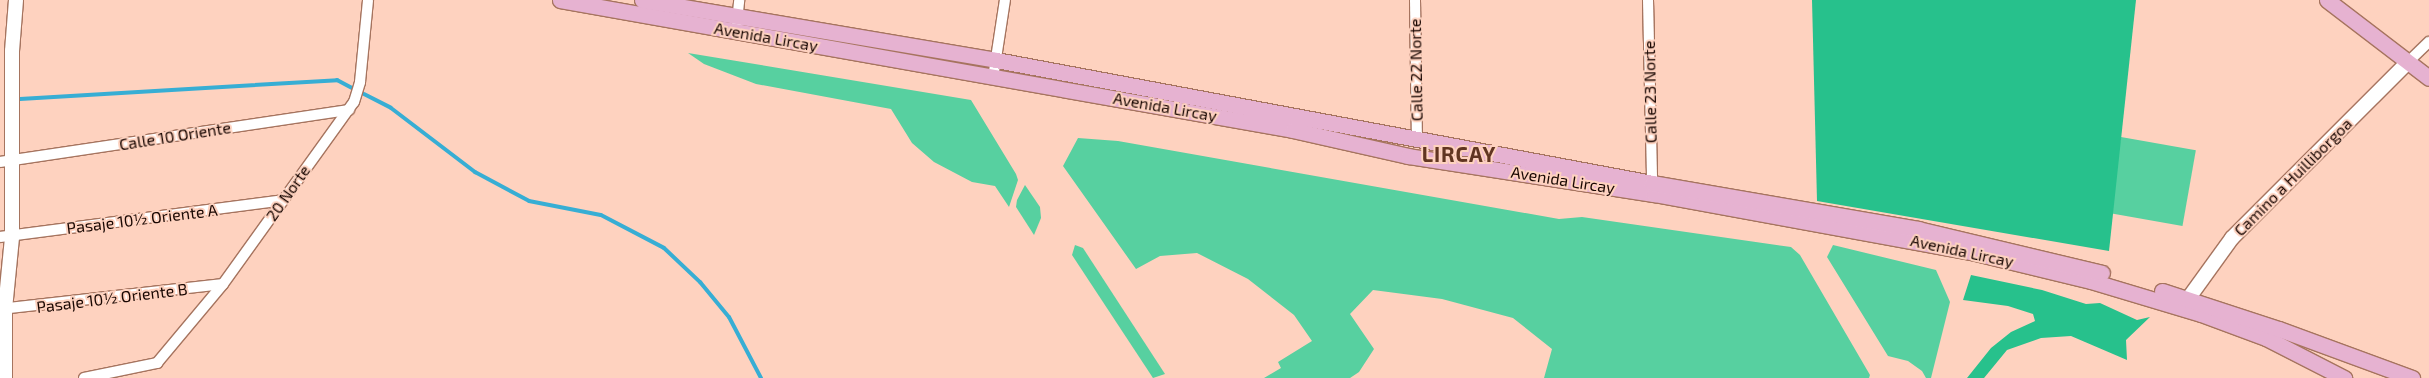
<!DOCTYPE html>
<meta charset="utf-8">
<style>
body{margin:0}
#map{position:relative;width:2429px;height:378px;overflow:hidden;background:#fed2bf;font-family:"Exo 2",sans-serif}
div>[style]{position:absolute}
.green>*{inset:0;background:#57d0a0;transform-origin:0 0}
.forest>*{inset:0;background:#27c18c}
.stream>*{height:4px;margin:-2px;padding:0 2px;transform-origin:2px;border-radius:2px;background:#37aed4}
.roads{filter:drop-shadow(1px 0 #a6745f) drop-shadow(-1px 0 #a6745f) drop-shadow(0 1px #a6745f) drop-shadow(0 -1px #a6745f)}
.street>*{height:10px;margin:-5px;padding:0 5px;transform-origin:5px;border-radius:5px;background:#fff}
.secondary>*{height:14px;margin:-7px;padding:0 7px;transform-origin:7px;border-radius:7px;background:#fff}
.primary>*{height:15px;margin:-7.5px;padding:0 7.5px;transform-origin:7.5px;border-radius:7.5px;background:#e6b2d1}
span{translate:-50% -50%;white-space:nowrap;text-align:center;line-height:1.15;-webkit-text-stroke:4px #fed2bf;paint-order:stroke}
.street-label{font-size:16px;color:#190702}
.district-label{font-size:21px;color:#613521;font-weight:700;letter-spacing:1px}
</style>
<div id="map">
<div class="green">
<i style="clip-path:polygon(688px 53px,971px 100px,1016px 174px,1018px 180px,1009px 207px,995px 186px,972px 182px,934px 162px,912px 143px,891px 109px,756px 84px,704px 64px)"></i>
<i style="left:2121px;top:137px;width:76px;height:77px;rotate:10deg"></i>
<i style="clip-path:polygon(1078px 138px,1118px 141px,1559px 219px,1582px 217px,1791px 247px,1800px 255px,1870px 375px,1869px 378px,1544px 378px,1552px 349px,1513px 318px,1442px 299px,1373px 290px,1350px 314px,1374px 349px,1359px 372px,1350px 378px,1264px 378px,1281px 368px,1278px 362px,1312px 341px,1294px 315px,1248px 279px,1197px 253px,1160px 256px,1136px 269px,1063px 166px)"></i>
<i style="clip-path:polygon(1025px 185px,1040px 207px,1041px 218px,1034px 235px,1016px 207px,1017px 200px)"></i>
<i style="clip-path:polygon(1075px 245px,1083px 248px,1165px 374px,1153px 378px,1072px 255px)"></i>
<i style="clip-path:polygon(1833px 245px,1936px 270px,1950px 302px,1931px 378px,1926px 378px,1922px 371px,1908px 361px,1888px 356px,1827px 257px)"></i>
</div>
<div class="forest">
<i style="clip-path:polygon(1812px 0,2136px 0,2109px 251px,1817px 201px)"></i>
<i style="clip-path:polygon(1971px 275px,2042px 290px,2086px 304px,2100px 303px,2137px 320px,2150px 317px,2126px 340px,2127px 360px,2071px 336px,2041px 338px,2007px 350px,1984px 378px,1967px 378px,1991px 348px,2011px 332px,2035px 321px,2033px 314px,2008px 306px,1963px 300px)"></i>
</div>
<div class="stream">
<i style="left:364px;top:94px;width:30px;rotate:27deg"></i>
<i style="left:391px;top:108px;width:106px;rotate:37.3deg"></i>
<i style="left:475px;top:172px;width:61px;rotate:28.2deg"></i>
<i style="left:529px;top:201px;width:73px;rotate:11deg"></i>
<i style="left:601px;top:215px;width:71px;rotate:27.6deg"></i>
<i style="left:664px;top:248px;width:50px;rotate:43.4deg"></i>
<i style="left:700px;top:282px;width:45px;rotate:50.4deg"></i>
<i style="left:729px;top:317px;width:69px;rotate:62.3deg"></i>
<i style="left:20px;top:99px;width:318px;rotate:-3.4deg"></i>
<i style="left:337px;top:80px;width:17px;rotate:28deg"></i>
</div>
<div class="roads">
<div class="street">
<i style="left:1415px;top:0;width:140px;rotate:89.2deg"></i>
<i style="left:1648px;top:0;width:183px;rotate:88.7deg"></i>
<i style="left:736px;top:31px;width:31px;rotate:-84deg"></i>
<i style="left:2408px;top:62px;width:29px;rotate:-44deg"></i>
<i style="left:993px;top:78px;width:79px;rotate:-81.3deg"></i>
<i style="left:0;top:162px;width:353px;rotate:-8.5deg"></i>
<i style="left:0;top:237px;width:286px;rotate:-7.4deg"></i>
<i style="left:0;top:309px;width:224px;rotate:-6.4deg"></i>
<i style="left:84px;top:378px;width:75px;rotate:-11.6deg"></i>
<i style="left:157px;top:363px;width:103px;rotate:-50.1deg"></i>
<i style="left:223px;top:284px;width:224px;rotate:-54.3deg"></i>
<i style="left:354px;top:102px;width:21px;rotate:-73deg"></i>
<i style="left:360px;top:82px;width:82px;rotate:-84.4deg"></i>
</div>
<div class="secondary">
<i style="left:2188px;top:299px;width:75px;rotate:-54.2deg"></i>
<i style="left:2232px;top:238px;width:249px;rotate:-45deg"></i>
<i style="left:5px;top:378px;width:69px;rotate:-90deg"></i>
<i style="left:5px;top:309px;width:72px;rotate:-84.4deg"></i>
<i style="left:12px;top:237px;width:186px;rotate:-90deg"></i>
<i style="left:12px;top:51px;width:51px;rotate:-85.5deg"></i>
</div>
<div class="primary">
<i style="left:560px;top:0;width:744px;rotate:10.06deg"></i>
<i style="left:1293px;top:130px;width:118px;rotate:12.7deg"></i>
<i style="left:1408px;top:156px;width:249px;rotate:8.8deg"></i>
<i style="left:1654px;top:194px;width:322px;rotate:10.4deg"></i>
<i style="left:1971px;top:252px;width:123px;rotate:13.6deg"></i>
<i style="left:2091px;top:281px;width:115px;rotate:16.7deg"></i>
<i style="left:2201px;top:314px;width:69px;rotate:20.3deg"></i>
<i style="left:2266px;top:338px;width:88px;rotate:27.1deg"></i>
<i style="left:642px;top:0;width:359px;rotate:9.6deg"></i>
<i style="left:996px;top:60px;width:667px;rotate:10.62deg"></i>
<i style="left:1652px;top:183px;width:270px;rotate:9.8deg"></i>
<i style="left:1918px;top:229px;width:189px;rotate:13.4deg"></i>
<i style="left:2327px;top:0;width:128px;rotate:37.4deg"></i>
<i style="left:2162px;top:291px;width:123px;rotate:18deg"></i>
<i style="left:2279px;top:329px;width:142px;rotate:20.2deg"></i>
</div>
</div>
<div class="street-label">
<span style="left:766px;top:37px;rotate:10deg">Avenida Lircay</span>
<span style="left:1416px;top:70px;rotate:-91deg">Calle 22 Norte</span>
<span style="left:1650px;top:92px;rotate:-91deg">Calle 23 Norte</span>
<span style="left:1165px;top:107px;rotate:10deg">Avenida Lircay</span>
<span style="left:175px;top:136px;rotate:-9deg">Calle 10 Oriente</span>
<span style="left:2293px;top:177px;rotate:-45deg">Camino a Huilliborgoa</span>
<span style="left:1563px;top:180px;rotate:9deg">Avenida Lircay</span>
<span style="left:288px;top:193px;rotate:-55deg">20 Norte</span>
<span style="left:142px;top:219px;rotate:-7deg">Pasaje 10½ Oriente A</span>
<span style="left:1962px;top:251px;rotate:12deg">Avenida Lircay</span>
<span style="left:112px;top:298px;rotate:-7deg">Pasaje 10½ Oriente B</span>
</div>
<div class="district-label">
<span style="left:1459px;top:154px">LIRCAY</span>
</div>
</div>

WHAT YOU ARE ASKED TO DO
Search the data above for the string "stream" and copy each line that has it.

PROBLEM SOLUTION
.stream>*{height:4px;margin:-2px;padding:0 2px;transform-origin:2px;border-radius:2px;background:#37aed4}
<div class="stream">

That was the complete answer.